## Task directions
Pull every line with "controls" from the entries below.

Stored data entries:
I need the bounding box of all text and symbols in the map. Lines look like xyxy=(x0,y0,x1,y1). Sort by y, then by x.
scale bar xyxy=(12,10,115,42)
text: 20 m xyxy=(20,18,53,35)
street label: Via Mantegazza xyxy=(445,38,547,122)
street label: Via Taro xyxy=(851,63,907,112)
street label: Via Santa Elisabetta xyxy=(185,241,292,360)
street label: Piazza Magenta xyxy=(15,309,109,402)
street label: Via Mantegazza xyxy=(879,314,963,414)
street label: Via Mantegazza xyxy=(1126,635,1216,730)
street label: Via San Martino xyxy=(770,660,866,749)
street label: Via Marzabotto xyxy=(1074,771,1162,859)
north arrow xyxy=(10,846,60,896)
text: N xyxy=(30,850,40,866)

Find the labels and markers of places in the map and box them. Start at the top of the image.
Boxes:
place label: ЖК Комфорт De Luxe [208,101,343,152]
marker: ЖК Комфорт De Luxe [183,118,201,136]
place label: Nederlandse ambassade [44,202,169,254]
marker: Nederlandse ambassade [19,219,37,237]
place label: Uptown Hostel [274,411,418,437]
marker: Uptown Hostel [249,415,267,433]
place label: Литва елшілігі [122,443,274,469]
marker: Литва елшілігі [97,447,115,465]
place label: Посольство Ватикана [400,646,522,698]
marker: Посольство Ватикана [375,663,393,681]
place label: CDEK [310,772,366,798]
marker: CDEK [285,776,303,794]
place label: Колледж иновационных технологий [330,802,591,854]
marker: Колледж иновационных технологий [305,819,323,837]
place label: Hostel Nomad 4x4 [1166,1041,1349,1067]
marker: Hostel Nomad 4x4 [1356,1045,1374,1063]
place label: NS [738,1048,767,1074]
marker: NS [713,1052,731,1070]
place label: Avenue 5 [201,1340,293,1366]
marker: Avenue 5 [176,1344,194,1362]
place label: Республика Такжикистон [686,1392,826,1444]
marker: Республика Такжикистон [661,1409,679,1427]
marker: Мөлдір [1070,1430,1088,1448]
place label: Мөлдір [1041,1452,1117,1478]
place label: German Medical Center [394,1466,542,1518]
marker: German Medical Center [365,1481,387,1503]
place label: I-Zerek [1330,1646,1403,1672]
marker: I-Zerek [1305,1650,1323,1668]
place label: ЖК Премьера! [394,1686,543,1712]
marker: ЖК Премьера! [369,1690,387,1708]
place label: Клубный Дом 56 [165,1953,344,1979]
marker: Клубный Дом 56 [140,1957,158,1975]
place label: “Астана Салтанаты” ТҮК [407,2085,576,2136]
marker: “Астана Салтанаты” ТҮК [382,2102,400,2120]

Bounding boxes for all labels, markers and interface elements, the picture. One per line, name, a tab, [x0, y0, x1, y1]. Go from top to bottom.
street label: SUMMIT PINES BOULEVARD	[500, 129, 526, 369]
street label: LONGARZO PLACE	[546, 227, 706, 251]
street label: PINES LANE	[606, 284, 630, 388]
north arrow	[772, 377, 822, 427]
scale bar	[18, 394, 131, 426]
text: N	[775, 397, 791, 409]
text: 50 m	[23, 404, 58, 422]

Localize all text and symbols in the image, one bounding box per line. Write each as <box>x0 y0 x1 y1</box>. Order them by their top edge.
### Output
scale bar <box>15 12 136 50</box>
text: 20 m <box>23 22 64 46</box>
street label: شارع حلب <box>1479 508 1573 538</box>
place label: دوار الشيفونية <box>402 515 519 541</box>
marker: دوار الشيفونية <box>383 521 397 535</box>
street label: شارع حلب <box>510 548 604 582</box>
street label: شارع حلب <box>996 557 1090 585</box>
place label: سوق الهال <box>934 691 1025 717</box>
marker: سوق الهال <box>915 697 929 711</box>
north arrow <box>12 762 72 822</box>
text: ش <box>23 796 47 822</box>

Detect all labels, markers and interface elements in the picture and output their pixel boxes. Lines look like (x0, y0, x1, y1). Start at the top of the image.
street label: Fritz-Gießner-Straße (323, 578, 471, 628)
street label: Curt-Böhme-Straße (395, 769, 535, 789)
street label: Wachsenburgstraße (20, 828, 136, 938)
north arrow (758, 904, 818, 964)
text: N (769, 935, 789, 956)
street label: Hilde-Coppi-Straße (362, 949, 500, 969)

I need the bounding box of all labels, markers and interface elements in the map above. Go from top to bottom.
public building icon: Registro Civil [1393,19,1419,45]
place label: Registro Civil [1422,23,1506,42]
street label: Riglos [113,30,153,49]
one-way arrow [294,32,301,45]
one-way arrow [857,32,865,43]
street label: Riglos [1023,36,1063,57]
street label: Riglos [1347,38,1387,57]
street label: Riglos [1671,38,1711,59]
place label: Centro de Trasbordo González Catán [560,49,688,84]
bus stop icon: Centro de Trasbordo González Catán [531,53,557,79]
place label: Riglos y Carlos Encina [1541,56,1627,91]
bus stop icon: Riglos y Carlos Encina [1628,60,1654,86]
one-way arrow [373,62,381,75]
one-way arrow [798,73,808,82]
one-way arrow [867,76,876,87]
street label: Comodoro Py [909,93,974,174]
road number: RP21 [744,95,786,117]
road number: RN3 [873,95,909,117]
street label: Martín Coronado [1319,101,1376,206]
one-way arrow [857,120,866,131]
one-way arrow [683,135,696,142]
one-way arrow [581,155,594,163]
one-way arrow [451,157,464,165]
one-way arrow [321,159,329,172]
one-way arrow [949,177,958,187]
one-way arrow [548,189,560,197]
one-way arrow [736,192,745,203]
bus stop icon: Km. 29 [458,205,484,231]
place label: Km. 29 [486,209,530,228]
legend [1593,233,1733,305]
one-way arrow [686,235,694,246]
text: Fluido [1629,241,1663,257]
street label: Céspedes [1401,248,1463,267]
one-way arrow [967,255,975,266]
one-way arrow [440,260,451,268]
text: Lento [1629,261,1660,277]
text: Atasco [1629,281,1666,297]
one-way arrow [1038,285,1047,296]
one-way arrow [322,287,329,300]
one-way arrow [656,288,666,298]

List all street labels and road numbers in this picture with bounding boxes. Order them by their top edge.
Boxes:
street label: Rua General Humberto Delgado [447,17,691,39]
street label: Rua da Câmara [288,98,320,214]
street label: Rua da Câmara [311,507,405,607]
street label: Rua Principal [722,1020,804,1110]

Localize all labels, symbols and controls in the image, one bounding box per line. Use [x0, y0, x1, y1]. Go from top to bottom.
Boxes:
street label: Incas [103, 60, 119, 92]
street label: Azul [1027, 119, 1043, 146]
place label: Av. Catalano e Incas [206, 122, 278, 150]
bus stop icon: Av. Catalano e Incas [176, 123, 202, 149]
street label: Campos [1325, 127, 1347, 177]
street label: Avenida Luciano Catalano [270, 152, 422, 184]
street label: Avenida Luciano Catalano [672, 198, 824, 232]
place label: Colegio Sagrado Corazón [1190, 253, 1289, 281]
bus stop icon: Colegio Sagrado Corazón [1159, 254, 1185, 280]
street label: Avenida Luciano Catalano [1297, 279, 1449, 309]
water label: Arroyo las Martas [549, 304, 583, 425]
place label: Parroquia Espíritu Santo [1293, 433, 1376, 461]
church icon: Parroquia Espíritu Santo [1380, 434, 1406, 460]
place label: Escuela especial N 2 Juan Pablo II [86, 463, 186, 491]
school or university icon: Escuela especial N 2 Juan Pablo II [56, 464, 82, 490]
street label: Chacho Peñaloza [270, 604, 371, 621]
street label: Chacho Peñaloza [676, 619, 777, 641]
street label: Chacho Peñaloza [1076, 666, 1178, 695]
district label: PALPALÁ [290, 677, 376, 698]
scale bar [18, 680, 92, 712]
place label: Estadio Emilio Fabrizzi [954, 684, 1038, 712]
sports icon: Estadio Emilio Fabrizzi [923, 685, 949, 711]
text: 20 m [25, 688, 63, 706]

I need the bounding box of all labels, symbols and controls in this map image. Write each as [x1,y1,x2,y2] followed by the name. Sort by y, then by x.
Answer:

## Output for this exercise
Localize all labels, symbols and controls in the image, one bounding box per line. Use [x0, y0, x1, y1]. Go from top to bottom.
I need the bounding box of all labels, symbols and controls in this map image. Write each as [x1,y1,x2,y2] followed by the name. Sort by y, then by x.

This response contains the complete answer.